§ Instructions to follow: Output each record exactly. Leave none out.

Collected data
=== Section Start ===

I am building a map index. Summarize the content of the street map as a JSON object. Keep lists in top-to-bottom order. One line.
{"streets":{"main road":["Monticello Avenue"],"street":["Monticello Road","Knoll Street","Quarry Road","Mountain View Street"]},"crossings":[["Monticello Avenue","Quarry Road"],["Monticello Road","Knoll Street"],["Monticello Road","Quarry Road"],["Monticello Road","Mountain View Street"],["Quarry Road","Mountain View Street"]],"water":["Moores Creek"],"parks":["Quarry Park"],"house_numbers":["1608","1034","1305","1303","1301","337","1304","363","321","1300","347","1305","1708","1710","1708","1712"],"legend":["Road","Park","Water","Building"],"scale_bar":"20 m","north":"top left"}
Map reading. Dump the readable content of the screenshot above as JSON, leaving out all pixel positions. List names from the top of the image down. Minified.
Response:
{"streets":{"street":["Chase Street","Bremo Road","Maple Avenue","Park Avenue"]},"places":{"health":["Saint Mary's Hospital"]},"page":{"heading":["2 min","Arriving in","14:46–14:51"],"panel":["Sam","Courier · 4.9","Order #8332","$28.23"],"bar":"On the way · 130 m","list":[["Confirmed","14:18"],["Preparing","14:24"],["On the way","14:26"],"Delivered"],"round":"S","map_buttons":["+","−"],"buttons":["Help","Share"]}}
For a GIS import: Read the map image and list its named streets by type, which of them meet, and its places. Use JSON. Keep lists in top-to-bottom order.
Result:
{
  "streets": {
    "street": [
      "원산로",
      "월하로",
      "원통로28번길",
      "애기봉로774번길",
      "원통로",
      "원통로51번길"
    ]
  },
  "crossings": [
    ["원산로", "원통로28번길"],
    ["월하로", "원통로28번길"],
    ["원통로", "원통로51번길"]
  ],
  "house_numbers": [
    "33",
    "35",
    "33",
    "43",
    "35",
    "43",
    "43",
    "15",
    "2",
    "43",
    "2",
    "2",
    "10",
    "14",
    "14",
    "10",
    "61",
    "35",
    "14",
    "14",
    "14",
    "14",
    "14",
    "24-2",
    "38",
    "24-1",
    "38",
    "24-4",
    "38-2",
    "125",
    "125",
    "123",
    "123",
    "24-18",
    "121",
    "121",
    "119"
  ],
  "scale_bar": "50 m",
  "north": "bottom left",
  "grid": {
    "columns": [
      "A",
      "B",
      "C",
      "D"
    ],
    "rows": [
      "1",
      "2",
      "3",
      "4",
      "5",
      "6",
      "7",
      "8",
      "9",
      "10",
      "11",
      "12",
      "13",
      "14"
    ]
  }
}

=== Section End ===

§ Result:
I am building a map index. Summarize the content of the street map as a JSON object. Keep lists in top-to-bottom order. One line.
{"streets":{"main road":["Monticello Avenue"],"street":["Monticello Road","Knoll Street","Quarry Road","Mountain View Street"]},"crossings":[["Monticello Avenue","Quarry Road"],["Monticello Road","Knoll Street"],["Monticello Road","Quarry Road"],["Monticello Road","Mountain View Street"],["Quarry Road","Mountain View Street"]],"water":["Moores Creek"],"parks":["Quarry Park"],"house_numbers":["1608","1034","1305","1303","1301","337","1304","363","321","1300","347","1305","1708","1710","1708","1712"],"legend":["Road","Park","Water","Building"],"scale_bar":"20 m","north":"top left"}
Map reading. Dump the readable content of the screenshot above as JSON, leaving out all pixel positions. List names from the top of the image down. Minified.
Response:
{"streets":{"street":["Chase Street","Bremo Road","Maple Avenue","Park Avenue"]},"places":{"health":["Saint Mary's Hospital"]},"page":{"heading":["2 min","Arriving in","14:46–14:51"],"panel":["Sam","Courier · 4.9","Order #8332","$28.23"],"bar":"On the way · 130 m","list":[["Confirmed","14:18"],["Preparing","14:24"],["On the way","14:26"],"Delivered"],"round":"S","map_buttons":["+","−"],"buttons":["Help","Share"]}}
For a GIS import: Read the map image and list its named streets by type, which of them meet, and its places. Use JSON. Keep lists in top-to-bottom order.
Result:
{
  "streets": {
    "street": [
      "원산로",
      "월하로",
      "원통로28번길",
      "애기봉로774번길",
      "원통로",
      "원통로51번길"
    ]
  },
  "crossings": [
    ["원산로", "원통로28번길"],
    ["월하로", "원통로28번길"],
    ["원통로", "원통로51번길"]
  ],
  "house_numbers": [
    "33",
    "35",
    "33",
    "43",
    "35",
    "43",
    "43",
    "15",
    "2",
    "43",
    "2",
    "2",
    "10",
    "14",
    "14",
    "10",
    "61",
    "35",
    "14",
    "14",
    "14",
    "14",
    "14",
    "24-2",
    "38",
    "24-1",
    "38",
    "24-4",
    "38-2",
    "125",
    "125",
    "123",
    "123",
    "24-18",
    "121",
    "121",
    "119"
  ],
  "scale_bar": "50 m",
  "north": "bottom left",
  "grid": {
    "columns": [
      "A",
      "B",
      "C",
      "D"
    ],
    "rows": [
      "1",
      "2",
      "3",
      "4",
      "5",
      "6",
      "7",
      "8",
      "9",
      "10",
      "11",
      "12",
      "13",
      "14"
    ]
  }
}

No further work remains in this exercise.